■ Work required
Set each record down exactly, excluding all images.

■ Dataset excerpts
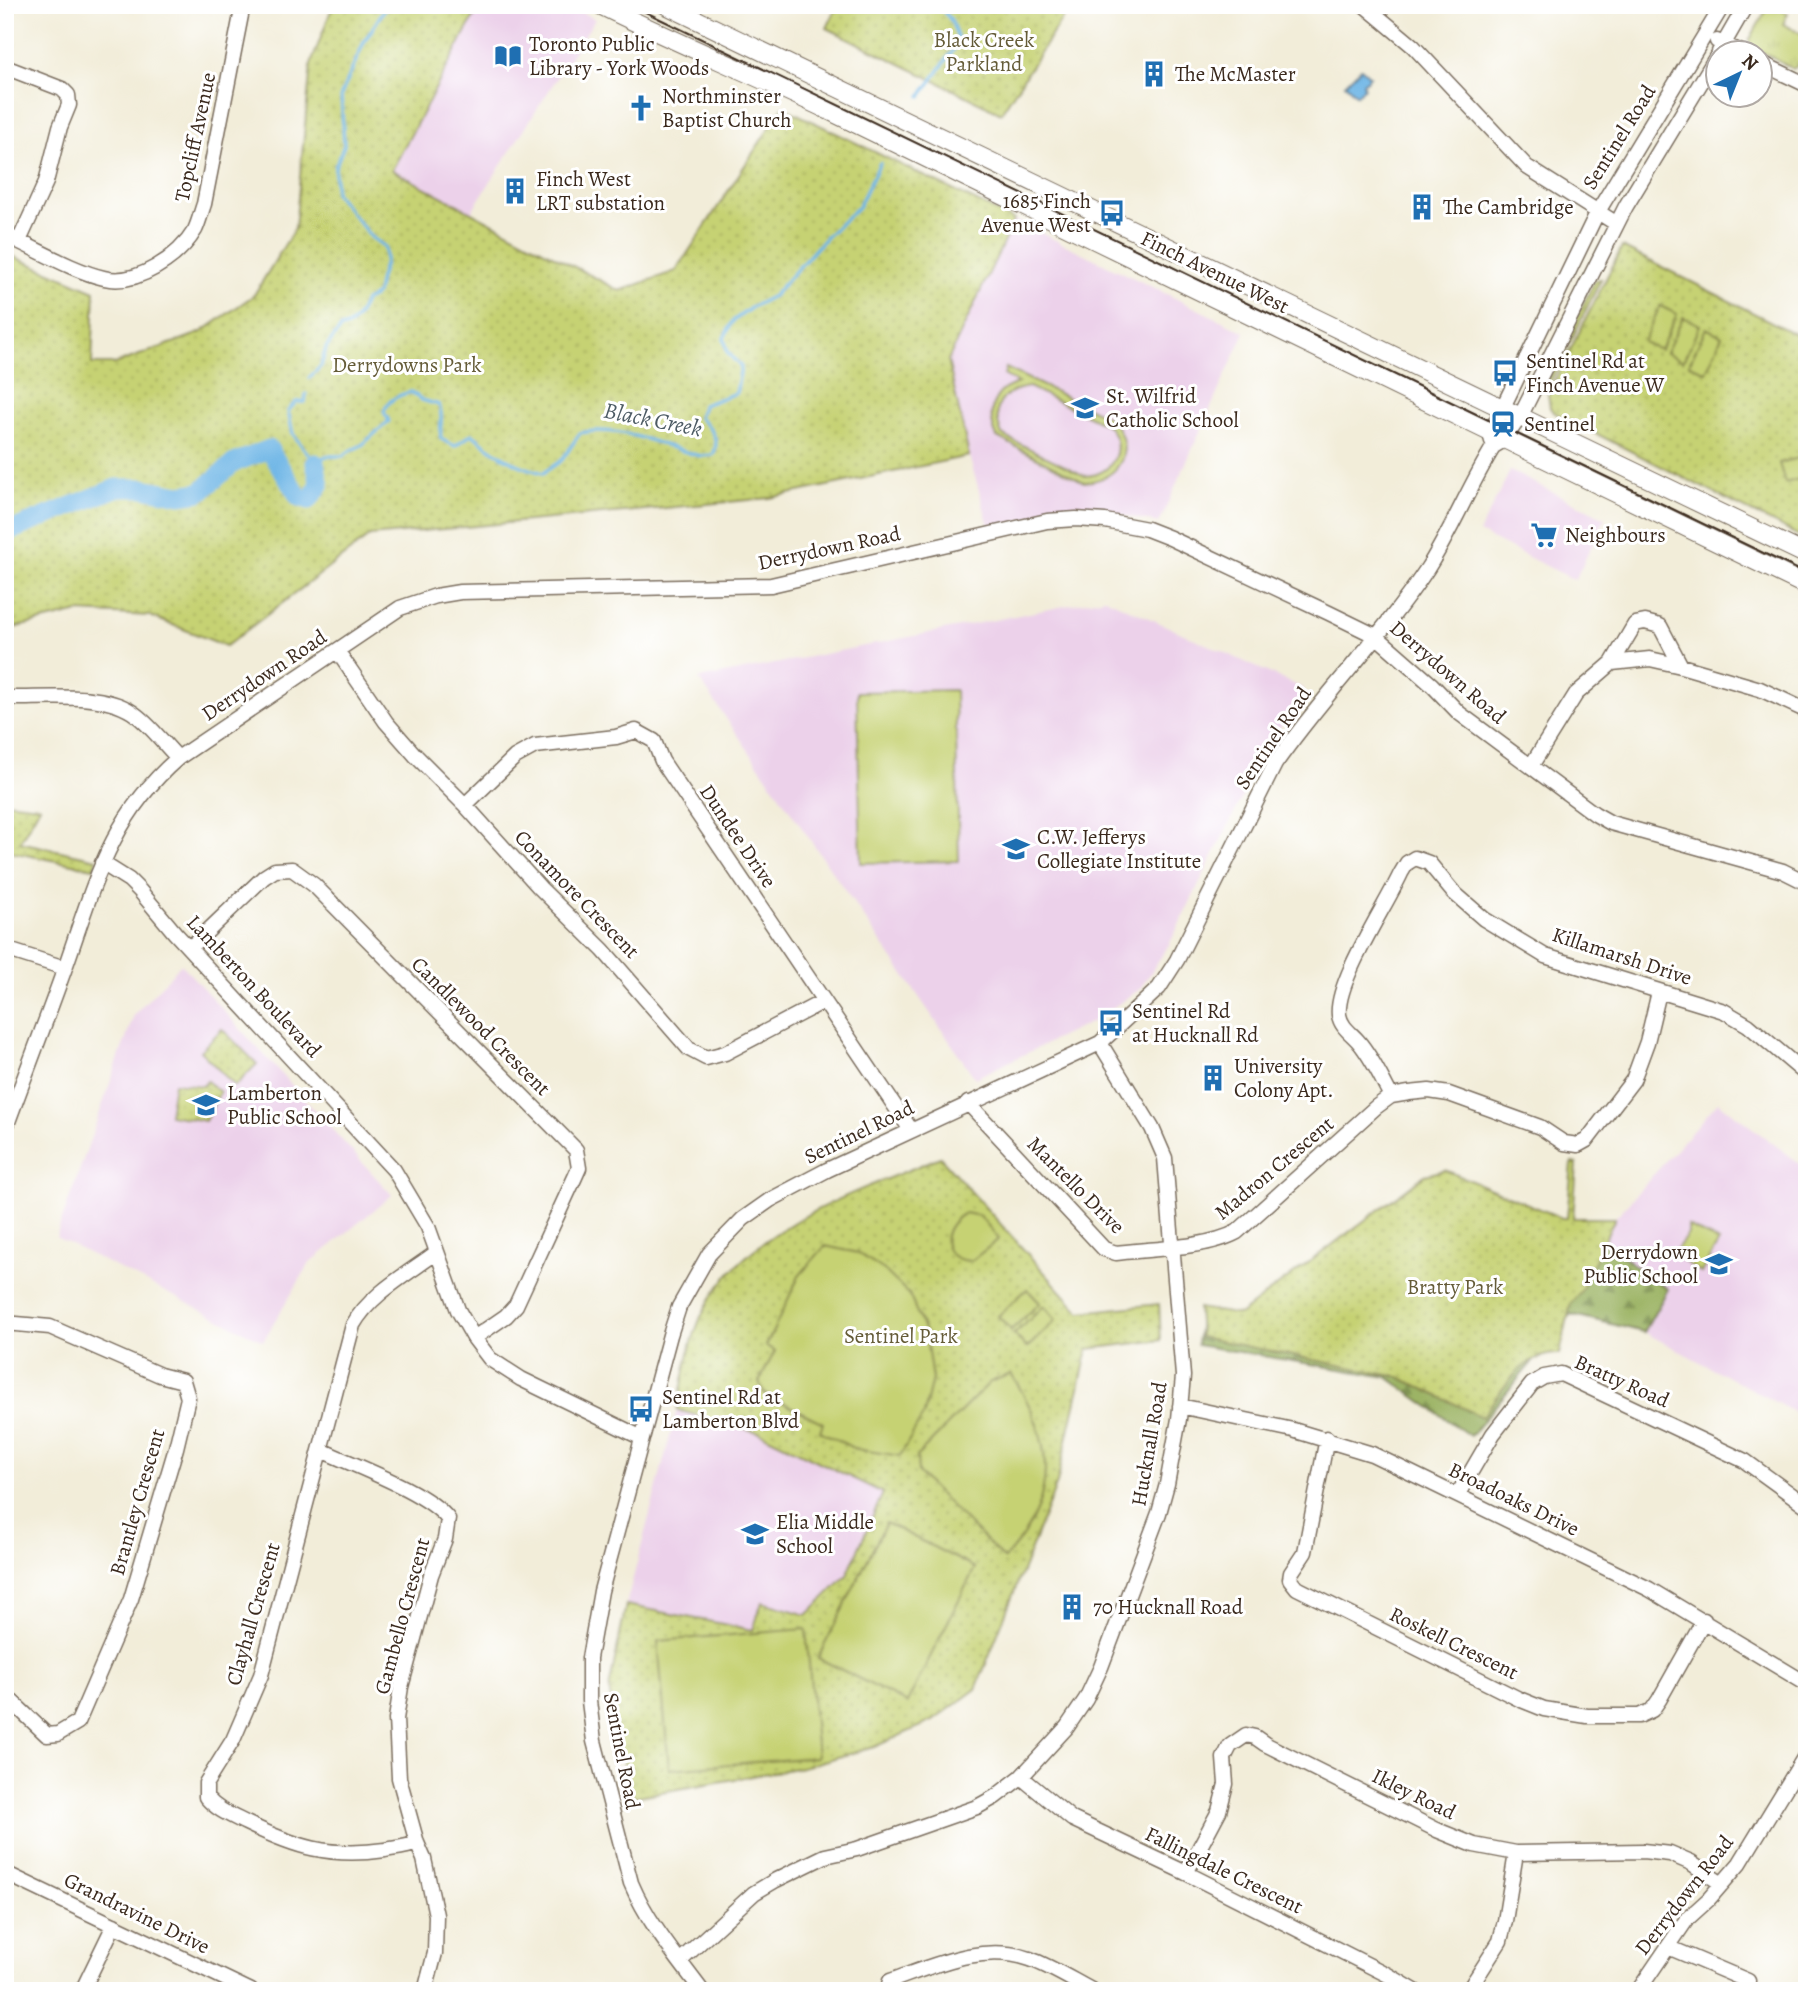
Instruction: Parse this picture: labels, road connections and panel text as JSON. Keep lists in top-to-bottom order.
{
  "streets": {
    "main road": ["Finch Avenue West"],
    "street": [
      "Topcliff Avenue",
      "Sentinel Road",
      "Derrydown Road",
      "Dundee Drive",
      "Conamore Crescent",
      "Killamarsh Drive",
      "Lamberton Boulevard",
      "Candlewood Crescent",
      "Madron Crescent",
      "Mantello Drive",
      "Bratty Road",
      "Hucknall Road",
      "Broadoaks Drive",
      "Brantley Crescent",
      "Clayhall Crescent",
      "Gambello Crescent",
      "Roskell Crescent",
      "Ikley Road",
      "Fallingdale Crescent",
      "Grandravine Drive"
    ]
  },
  "crossings": [
    ["Sentinel Road", "Finch Avenue West"],
    ["Sentinel Road", "Derrydown Road"],
    ["Sentinel Road", "Dundee Drive"],
    ["Sentinel Road", "Lamberton Boulevard"],
    ["Sentinel Road", "Mantello Drive"],
    ["Sentinel Road", "Hucknall Road"],
    ["Derrydown Road", "Conamore Crescent"],
    ["Derrydown Road", "Lamberton Boulevard"],
    ["Derrydown Road", "Ikley Road"],
    ["Dundee Drive", "Conamore Crescent"],
    ["Killamarsh Drive", "Madron Crescent"],
    ["Lamberton Boulevard", "Candlewood Crescent"],
    ["Lamberton Boulevard", "Clayhall Crescent"],
    ["Madron Crescent", "Mantello Drive"],
    ["Madron Crescent", "Hucknall Road"],
    ["Mantello Drive", "Hucknall Road"],
    ["Bratty Road", "Broadoaks Drive"],
    ["Hucknall Road", "Broadoaks Drive"],
    ["Hucknall Road", "Fallingdale Crescent"],
    ["Broadoaks Drive", "Roskell Crescent"],
    ["Clayhall Crescent", "Gambello Crescent"],
    ["Ikley Road", "Fallingdale Crescent"]
  ],
  "water": ["Black Creek"],
  "parks": [
    "Black Creek Parkland",
    "Derrydowns Park",
    "Bratty Park",
    "Sentinel Park"
  ],
  "places": {
    "library": ["Toronto Public Library - York Woods"],
    "building": [
      "The McMaster",
      "Finch West LRT substation",
      "The Cambridge",
      "University Colony Apt.",
      "70 Hucknall Road"
    ],
    "church": ["Northminster Baptist Church"],
    "bus stop": [
      "1685 Finch Avenue West",
      "Sentinel Rd at Finch Avenue W",
      "Sentinel Rd at Hucknall Rd",
      "Sentinel Rd at Lamberton Blvd"
    ],
    "school or university": [
      "St. Wilfrid Catholic School",
      "C.W. Jefferys Collegiate Institute",
      "Lamberton Public School",
      "Derrydown Public School",
      "Elia Middle School"
    ],
    "station": ["Sentinel"],
    "supermarket": ["Neighbours"]
  },
  "north": "top right"
}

■ Expected answer
Instruction: Parse this picture: labels, road connections and panel text as JSON. Keep lists in top-to-bottom order.
{
  "streets": {
    "main road": ["Finch Avenue West"],
    "street": [
      "Topcliff Avenue",
      "Sentinel Road",
      "Derrydown Road",
      "Dundee Drive",
      "Conamore Crescent",
      "Killamarsh Drive",
      "Lamberton Boulevard",
      "Candlewood Crescent",
      "Madron Crescent",
      "Mantello Drive",
      "Bratty Road",
      "Hucknall Road",
      "Broadoaks Drive",
      "Brantley Crescent",
      "Clayhall Crescent",
      "Gambello Crescent",
      "Roskell Crescent",
      "Ikley Road",
      "Fallingdale Crescent",
      "Grandravine Drive"
    ]
  },
  "crossings": [
    ["Sentinel Road", "Finch Avenue West"],
    ["Sentinel Road", "Derrydown Road"],
    ["Sentinel Road", "Dundee Drive"],
    ["Sentinel Road", "Lamberton Boulevard"],
    ["Sentinel Road", "Mantello Drive"],
    ["Sentinel Road", "Hucknall Road"],
    ["Derrydown Road", "Conamore Crescent"],
    ["Derrydown Road", "Lamberton Boulevard"],
    ["Derrydown Road", "Ikley Road"],
    ["Dundee Drive", "Conamore Crescent"],
    ["Killamarsh Drive", "Madron Crescent"],
    ["Lamberton Boulevard", "Candlewood Crescent"],
    ["Lamberton Boulevard", "Clayhall Crescent"],
    ["Madron Crescent", "Mantello Drive"],
    ["Madron Crescent", "Hucknall Road"],
    ["Mantello Drive", "Hucknall Road"],
    ["Bratty Road", "Broadoaks Drive"],
    ["Hucknall Road", "Broadoaks Drive"],
    ["Hucknall Road", "Fallingdale Crescent"],
    ["Broadoaks Drive", "Roskell Crescent"],
    ["Clayhall Crescent", "Gambello Crescent"],
    ["Ikley Road", "Fallingdale Crescent"]
  ],
  "water": ["Black Creek"],
  "parks": [
    "Black Creek Parkland",
    "Derrydowns Park",
    "Bratty Park",
    "Sentinel Park"
  ],
  "places": {
    "library": ["Toronto Public Library - York Woods"],
    "building": [
      "The McMaster",
      "Finch West LRT substation",
      "The Cambridge",
      "University Colony Apt.",
      "70 Hucknall Road"
    ],
    "church": ["Northminster Baptist Church"],
    "bus stop": [
      "1685 Finch Avenue West",
      "Sentinel Rd at Finch Avenue W",
      "Sentinel Rd at Hucknall Rd",
      "Sentinel Rd at Lamberton Blvd"
    ],
    "school or university": [
      "St. Wilfrid Catholic School",
      "C.W. Jefferys Collegiate Institute",
      "Lamberton Public School",
      "Derrydown Public School",
      "Elia Middle School"
    ],
    "station": ["Sentinel"],
    "supermarket": ["Neighbours"]
  },
  "north": "top right"
}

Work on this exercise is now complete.